**EXERCISE AIM**
Gather all lines in the records below that include the word "names".

───── DATA EXTRACT

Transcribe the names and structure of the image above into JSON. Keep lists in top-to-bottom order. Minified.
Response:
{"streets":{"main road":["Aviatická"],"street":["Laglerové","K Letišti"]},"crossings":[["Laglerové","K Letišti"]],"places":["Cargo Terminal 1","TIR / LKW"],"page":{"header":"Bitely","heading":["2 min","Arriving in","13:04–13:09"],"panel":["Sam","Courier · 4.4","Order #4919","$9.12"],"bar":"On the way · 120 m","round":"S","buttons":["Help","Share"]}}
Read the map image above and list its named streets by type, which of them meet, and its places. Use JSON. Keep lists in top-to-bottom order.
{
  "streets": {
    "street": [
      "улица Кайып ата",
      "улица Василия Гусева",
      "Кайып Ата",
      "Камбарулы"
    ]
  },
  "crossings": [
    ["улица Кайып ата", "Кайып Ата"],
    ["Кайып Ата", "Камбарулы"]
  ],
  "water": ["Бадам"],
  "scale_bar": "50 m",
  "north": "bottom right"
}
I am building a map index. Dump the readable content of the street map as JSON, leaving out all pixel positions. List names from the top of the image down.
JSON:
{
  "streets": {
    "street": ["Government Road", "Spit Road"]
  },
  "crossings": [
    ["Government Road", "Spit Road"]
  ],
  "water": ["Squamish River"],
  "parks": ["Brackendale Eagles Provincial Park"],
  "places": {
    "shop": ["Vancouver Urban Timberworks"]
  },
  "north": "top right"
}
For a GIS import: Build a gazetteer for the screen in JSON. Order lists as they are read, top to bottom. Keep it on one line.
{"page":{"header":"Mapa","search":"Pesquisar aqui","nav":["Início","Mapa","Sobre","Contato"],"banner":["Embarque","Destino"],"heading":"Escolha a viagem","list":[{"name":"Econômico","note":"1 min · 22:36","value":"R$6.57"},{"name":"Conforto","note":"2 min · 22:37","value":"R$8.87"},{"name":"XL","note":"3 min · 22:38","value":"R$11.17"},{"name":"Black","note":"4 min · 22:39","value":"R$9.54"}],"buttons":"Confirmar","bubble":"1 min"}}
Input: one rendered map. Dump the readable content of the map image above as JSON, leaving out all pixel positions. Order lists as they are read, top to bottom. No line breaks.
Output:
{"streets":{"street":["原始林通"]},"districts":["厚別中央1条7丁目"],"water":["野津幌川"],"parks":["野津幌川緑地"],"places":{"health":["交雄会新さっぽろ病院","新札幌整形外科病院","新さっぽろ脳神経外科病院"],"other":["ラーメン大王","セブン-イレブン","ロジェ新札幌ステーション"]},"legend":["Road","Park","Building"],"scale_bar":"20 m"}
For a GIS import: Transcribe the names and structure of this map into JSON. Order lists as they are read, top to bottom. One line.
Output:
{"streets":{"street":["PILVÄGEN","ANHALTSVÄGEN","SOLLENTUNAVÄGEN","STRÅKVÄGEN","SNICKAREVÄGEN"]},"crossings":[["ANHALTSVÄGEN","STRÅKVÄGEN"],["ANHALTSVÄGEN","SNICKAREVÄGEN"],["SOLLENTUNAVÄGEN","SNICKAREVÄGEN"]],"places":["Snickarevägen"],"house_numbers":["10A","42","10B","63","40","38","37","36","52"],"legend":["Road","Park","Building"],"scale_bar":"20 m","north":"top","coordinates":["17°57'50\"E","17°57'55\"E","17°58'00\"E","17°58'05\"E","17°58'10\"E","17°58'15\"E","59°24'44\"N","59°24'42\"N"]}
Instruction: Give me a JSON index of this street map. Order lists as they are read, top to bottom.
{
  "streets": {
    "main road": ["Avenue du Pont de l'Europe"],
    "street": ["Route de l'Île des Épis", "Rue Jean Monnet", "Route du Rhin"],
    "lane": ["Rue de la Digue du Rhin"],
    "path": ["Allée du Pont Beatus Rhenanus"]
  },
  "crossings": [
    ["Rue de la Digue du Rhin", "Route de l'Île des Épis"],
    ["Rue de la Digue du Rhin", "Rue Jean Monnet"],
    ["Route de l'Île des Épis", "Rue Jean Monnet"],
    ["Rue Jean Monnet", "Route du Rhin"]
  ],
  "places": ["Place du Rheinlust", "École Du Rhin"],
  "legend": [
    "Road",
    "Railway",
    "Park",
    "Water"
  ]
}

──────────

**FINISHED EXERCISE**
Transcribe the names and structure of the image above into JSON. Keep lists in top-to-bottom order. Minified.
I am building a map index. Dump the readable content of the street map as JSON, leaving out all pixel positions. List names from the top of the image down.
For a GIS import: Transcribe the names and structure of this map into JSON. Order lists as they are read, top to bottom. One line.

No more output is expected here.